Votre pays prévoit une sortie de crise fin avril. Une stratégie de déconfinement en préparation ?

Pour l’instant, on est juste dans l’application du confinement. Il faut d’abord et avant tout briser la chaîne de transmission. Je suppose que les médecins, les scientifiques et les autorités gouvernementales compétentes réfléchiront sur la stratégie de déconfinement. On est seulement début avril. Je pense qu’il est un peu tôt pour parler de déconfinement. Voyons comment les choses évolueront dans les prochaines semaines.

Quelles leçons tirer des pays africains qui n’enregistrent aucun cas de Covid-19 ?

Je n’ai aucune opinion. Je ne sais pas s’il existe aujourd’hui des pays qui n’en ont pas. Je sais qu’il y’a à peu près 49 pays africains qui ont notifié des cas. Les autres, pourquoi ne les ont-ils pas ? Peut-être parce qu’ils ne les ont pas encore, tout simplement…

Une presse africaine a rapporté que des italiens seraient entrés clandestinement par voie maritime en Afrique, notamment en Côte d’Ivoire, pour échapper à la maladie. Une information confirmée par les autorités concernées. Qu’en pensez-vous ?

Je crois qu’il faut demander aux autorités ivoiriennes. Je ne suis pas ministre de la Côte d’Ivoire. Je ne peux pas répondre à quelque chose qui n’est pas sous la juridiction de mon pays.

A quoi est occupé, aujourd’hui, le ministre de la Communication et des Médias, Porte-parole du gouvernement ?

En bien, je suis confiné ! Au moment où vous m’appelez, je suis chez moi.
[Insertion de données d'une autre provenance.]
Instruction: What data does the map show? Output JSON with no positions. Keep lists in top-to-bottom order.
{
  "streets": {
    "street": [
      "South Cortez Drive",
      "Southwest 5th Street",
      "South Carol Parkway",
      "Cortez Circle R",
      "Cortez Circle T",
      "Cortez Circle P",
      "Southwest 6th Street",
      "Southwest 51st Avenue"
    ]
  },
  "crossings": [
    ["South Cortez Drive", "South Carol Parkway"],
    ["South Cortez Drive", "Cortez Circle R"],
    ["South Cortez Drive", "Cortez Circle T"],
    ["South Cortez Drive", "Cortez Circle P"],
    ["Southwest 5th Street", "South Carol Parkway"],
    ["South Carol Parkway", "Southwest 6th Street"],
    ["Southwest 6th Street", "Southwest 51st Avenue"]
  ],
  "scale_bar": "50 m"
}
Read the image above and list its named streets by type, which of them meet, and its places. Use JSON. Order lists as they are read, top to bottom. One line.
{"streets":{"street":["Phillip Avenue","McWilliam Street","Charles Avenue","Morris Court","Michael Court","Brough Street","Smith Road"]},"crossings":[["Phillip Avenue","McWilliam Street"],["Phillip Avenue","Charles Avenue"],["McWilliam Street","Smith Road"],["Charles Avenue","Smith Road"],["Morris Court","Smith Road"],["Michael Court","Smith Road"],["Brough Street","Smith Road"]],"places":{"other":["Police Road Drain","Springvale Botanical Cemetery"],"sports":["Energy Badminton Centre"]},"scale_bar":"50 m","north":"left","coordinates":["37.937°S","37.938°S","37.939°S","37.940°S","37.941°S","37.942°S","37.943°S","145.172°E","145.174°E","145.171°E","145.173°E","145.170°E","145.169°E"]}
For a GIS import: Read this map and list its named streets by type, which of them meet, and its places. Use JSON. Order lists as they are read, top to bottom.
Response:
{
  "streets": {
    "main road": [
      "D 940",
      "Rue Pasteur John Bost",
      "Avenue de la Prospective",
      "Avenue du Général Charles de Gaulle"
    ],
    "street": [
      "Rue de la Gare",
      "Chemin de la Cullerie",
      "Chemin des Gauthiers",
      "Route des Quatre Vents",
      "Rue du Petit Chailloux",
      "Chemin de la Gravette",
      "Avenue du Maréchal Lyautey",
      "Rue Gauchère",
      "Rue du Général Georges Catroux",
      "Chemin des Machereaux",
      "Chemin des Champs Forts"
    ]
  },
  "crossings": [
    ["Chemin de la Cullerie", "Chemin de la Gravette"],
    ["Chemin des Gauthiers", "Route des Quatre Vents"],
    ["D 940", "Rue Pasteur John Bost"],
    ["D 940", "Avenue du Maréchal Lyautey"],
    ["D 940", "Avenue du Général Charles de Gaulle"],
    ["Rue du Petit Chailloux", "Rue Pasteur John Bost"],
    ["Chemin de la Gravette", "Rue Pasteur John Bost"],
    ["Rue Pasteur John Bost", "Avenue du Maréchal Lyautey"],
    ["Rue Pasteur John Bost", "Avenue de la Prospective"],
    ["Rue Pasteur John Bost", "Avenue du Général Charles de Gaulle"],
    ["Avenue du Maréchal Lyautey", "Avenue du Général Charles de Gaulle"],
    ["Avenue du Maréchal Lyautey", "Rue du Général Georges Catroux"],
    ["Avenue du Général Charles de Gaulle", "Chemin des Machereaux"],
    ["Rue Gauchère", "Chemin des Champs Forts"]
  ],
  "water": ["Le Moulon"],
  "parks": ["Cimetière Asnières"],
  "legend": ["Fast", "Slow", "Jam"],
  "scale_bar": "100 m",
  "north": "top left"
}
Je gère mon travail à partir de mon domicile. J’ai mes parapheurs qui sont ici, c’est-à-dire mes dossiers. Puisque nous sommes réquisitionnés malgré tout, j’ai mon cabinet qui fonctionne de manière restreinte. Mon directeur de cabinet et quelques collaborateurs sont consignés, et prêts à répondre à tout appel de ma part. Le gouvernement recourt au maximum au télétravail. Par ailleurs, je suis à la disposition des différents organes dont je fais partie comme la Coordination nationale sur la lutte contre le Covid19, qui est présidée par le chef de l’Etat, ou la « Task force » qui a été mise en place pour étudier les conséquences économiques et sociales de cette crise.

Justement, pouvez-vous nous en dire davantage sur cette « Task force » ?

C’est l’organe de réflexion qui va permettre de réfléchir aux mesures d’accompagnement qui vont être prises en charge dans le cadre du fonds qui est créé. La « Task force » réfléchit, propose des mesures d’accompagnement en faveur des entreprises qui souffrent et des populations les plus vulnérables. Tout sera mis en place et exécuté grâce au financement qui sera obtenu.

Prenez-vous en compte le secteur informel ?

C’est justement l’objet de toutes les réflexions. La difficulté est de prendre en compte la spécificité, comme vous l’avez dit, du secteur informel. Il est difficile de faire profiter d’un abattement fiscal un acteur du secteur informel. Il ne paye pas d’impôts. La réponse fiscale ne peut pas par exemple concerner une personne qui ne paye pas d’impôts ! Nous devons pourtant réfléchir en tenant compte des réalités et de la souffrance de ces petits métiers, de toutes ces micro-entreprises qui souvent sont du secteur informel ; elles font quand même vivre le pays. Le secteur informel participe à l’activité économique. C’est de la richesse malgré tout créée, avec une circulation monétaire et donc de la consommation et de la production.

Est-ce que l’aide sociale, comme le programme « Lisungi », se poursuit en cette période critique ?

« Lisungi » est un projet pérenne du ministère des Affaires Sociales, appuyé par des partenaires, à savoir notamment la Banque mondiale. Le projet « Lisungi » se poursuit, puisque le programme concerne tous ceux, hors pandémie du Covid19, qui n’ont strictement aucune activité ni aucun revenu.